[Saved entries]
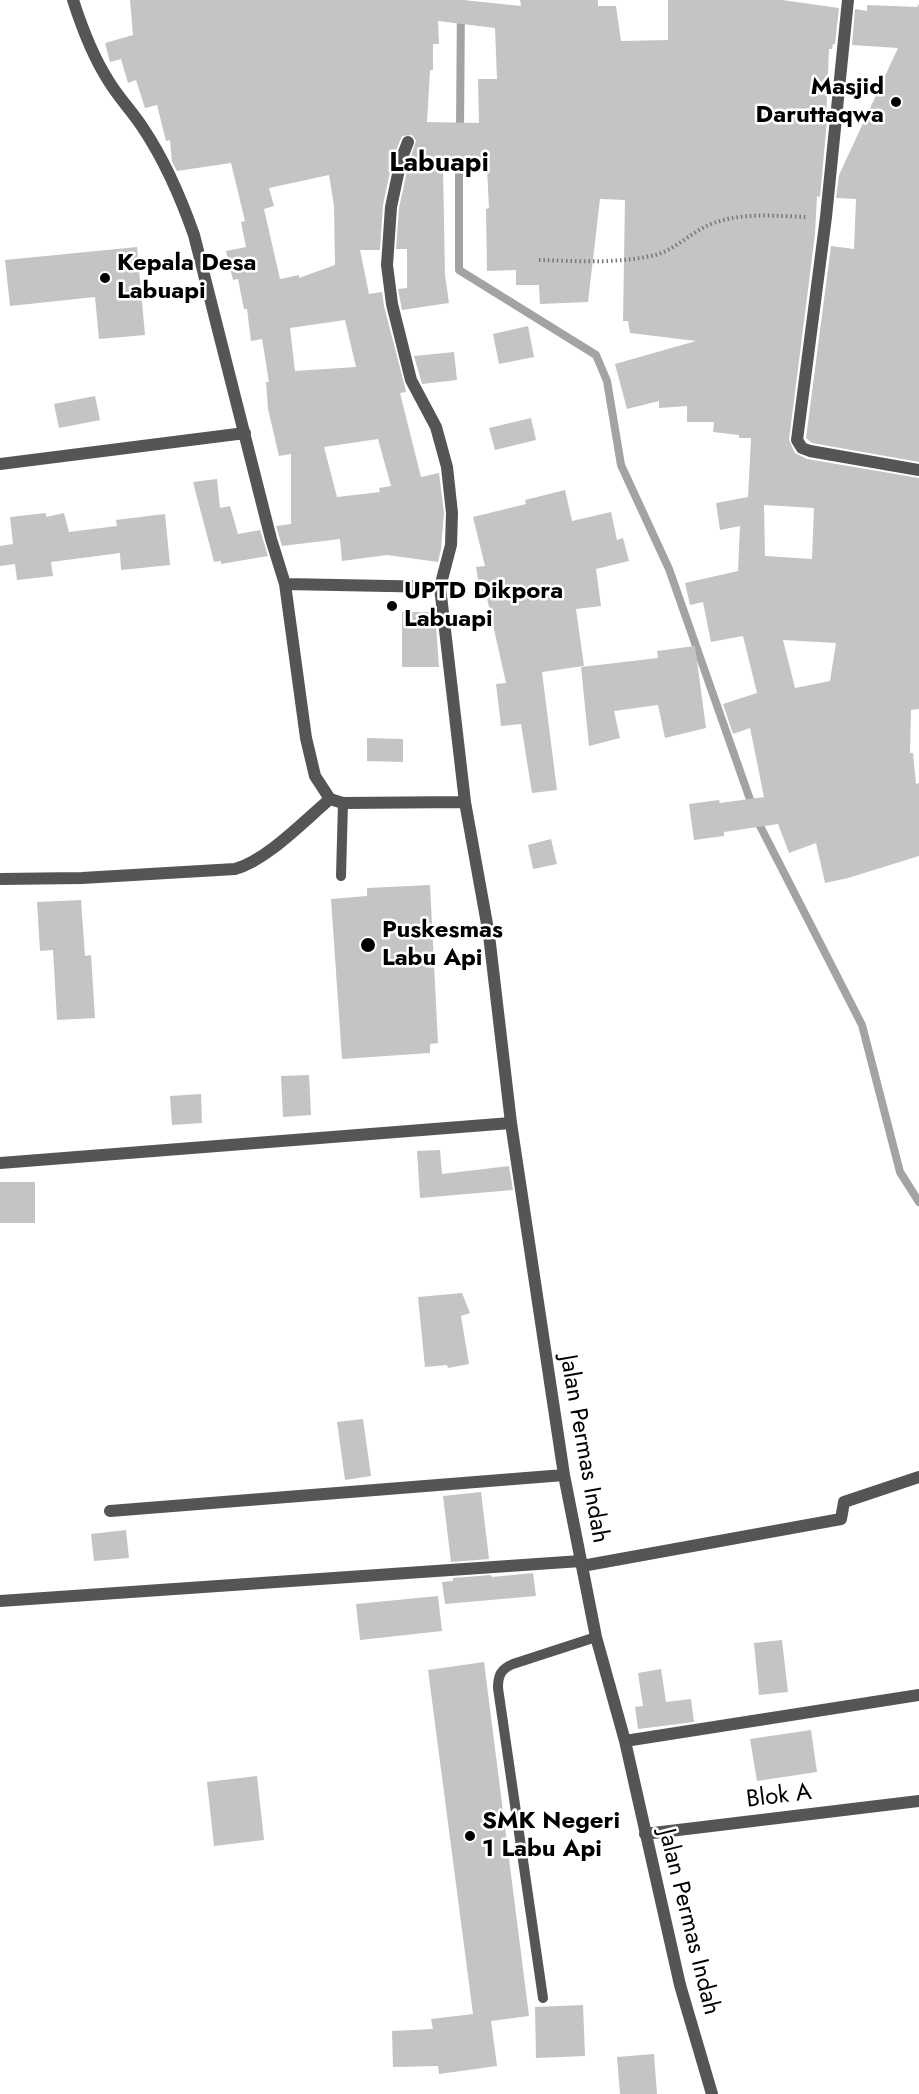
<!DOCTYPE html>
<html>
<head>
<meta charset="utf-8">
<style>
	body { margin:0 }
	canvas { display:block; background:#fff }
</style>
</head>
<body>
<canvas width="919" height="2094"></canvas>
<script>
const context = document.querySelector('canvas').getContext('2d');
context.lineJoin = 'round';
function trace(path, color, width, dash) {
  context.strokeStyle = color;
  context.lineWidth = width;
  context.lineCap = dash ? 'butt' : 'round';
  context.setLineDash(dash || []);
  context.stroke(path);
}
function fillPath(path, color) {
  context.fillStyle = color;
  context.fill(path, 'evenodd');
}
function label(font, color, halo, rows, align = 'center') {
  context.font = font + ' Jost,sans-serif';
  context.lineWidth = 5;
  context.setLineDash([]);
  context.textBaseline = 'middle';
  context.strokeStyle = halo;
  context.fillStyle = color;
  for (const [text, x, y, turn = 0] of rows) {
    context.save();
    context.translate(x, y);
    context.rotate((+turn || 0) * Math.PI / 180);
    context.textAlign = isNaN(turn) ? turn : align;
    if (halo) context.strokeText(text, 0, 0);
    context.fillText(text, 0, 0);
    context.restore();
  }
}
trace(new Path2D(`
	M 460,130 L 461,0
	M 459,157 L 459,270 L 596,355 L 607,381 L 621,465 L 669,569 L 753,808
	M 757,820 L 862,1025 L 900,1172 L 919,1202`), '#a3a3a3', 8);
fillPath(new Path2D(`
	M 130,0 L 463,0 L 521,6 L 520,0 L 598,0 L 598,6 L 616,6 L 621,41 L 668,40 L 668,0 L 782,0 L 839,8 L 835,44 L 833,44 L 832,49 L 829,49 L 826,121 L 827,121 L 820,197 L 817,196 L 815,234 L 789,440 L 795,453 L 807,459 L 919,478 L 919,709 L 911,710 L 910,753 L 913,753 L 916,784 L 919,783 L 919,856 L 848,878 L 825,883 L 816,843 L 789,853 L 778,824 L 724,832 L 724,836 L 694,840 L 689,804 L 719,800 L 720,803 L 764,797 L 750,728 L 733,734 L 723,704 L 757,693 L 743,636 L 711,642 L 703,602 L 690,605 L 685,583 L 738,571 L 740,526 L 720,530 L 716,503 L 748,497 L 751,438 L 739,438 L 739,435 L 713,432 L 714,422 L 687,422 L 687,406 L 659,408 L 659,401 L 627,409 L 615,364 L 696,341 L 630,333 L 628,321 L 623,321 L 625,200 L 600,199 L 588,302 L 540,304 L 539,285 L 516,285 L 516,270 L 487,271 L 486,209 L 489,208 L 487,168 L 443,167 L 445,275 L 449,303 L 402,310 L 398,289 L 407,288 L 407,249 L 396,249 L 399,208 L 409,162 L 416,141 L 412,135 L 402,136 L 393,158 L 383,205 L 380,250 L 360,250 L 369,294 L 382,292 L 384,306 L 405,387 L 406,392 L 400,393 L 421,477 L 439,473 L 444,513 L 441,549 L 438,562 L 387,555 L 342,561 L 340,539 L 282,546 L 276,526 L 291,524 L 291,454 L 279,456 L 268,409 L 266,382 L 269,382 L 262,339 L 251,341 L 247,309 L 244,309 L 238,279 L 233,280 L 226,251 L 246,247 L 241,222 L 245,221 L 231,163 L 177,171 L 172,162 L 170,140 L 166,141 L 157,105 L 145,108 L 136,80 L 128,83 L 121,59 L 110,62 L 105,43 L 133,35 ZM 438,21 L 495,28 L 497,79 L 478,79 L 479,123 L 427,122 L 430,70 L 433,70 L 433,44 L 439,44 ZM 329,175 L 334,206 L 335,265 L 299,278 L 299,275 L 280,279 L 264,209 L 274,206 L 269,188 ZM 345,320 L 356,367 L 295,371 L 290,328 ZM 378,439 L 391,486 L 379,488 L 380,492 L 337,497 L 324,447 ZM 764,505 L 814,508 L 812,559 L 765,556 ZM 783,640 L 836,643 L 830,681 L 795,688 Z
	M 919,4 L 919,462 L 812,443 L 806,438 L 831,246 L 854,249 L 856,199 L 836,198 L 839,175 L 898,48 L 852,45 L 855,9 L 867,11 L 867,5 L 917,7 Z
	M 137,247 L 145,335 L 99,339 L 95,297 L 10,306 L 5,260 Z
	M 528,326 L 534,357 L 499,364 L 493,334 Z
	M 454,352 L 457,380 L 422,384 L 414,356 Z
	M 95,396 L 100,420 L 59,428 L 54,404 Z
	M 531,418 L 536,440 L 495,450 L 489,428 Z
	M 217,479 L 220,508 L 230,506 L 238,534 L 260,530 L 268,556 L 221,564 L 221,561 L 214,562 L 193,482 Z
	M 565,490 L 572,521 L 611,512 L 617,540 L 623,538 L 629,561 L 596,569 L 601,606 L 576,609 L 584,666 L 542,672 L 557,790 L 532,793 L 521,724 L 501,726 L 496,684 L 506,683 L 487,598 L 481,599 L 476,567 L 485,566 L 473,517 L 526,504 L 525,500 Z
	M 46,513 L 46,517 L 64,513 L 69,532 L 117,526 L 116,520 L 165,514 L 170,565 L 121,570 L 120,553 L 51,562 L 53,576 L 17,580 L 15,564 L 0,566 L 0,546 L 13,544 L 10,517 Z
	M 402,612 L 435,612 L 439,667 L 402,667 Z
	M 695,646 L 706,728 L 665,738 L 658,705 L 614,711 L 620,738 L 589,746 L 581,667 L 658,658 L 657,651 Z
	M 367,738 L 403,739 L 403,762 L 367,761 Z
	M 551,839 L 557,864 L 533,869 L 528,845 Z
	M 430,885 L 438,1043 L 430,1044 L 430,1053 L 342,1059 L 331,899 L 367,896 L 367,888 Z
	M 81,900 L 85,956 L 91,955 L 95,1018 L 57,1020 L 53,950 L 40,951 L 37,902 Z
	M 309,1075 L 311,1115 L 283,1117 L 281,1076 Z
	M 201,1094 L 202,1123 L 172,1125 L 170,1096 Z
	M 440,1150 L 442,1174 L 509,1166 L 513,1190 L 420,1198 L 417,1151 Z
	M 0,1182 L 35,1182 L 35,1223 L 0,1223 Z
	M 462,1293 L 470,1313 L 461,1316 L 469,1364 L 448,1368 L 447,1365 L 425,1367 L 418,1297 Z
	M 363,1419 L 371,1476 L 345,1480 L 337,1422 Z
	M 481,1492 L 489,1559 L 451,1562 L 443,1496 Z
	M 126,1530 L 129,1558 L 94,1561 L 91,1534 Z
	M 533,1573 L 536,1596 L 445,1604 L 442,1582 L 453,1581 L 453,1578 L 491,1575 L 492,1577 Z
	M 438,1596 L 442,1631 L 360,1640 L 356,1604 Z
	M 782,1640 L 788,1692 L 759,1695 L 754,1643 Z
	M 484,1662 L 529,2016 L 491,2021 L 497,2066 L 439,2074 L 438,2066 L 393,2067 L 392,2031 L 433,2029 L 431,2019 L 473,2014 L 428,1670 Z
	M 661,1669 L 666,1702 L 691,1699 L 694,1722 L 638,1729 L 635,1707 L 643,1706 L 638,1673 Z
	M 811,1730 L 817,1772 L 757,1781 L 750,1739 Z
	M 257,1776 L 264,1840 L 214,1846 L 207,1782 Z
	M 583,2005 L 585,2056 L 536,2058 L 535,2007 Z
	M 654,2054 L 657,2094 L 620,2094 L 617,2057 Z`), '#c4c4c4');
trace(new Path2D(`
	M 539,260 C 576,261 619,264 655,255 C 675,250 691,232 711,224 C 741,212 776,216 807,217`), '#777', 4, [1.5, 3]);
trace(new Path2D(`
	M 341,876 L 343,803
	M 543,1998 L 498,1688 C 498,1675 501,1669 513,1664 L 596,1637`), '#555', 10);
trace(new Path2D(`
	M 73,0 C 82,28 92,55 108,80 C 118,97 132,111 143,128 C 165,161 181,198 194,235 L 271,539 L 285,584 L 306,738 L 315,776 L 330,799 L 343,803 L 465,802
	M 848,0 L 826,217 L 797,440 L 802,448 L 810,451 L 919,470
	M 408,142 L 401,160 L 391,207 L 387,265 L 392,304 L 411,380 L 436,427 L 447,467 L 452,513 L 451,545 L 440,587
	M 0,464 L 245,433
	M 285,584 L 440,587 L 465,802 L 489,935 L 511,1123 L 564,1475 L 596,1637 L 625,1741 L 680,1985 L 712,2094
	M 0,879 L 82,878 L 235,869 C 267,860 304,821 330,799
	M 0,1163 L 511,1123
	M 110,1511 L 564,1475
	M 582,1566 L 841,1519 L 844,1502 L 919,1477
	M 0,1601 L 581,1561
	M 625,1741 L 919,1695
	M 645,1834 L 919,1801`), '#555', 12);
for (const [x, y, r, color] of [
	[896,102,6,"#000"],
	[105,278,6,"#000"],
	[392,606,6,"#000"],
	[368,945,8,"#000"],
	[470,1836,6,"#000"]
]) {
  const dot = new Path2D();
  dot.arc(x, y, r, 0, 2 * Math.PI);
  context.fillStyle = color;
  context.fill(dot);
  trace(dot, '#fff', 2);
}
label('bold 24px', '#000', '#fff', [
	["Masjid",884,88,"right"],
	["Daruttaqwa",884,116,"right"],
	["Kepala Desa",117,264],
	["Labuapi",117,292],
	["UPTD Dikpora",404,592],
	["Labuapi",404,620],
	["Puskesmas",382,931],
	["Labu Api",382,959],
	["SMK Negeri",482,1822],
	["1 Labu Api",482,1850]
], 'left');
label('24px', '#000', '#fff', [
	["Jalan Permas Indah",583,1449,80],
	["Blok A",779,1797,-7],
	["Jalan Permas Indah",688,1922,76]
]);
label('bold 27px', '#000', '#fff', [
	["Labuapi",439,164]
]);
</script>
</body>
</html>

EXERCISE REQUIREMENTS: Scan the entries for the word "halo". Report each line that has it.

WRITTEN RESPONSE:
function label(font, color, halo, rows, align = 'center') {
  context.strokeStyle = halo;
    if (halo) context.strokeText(text, 0, 0);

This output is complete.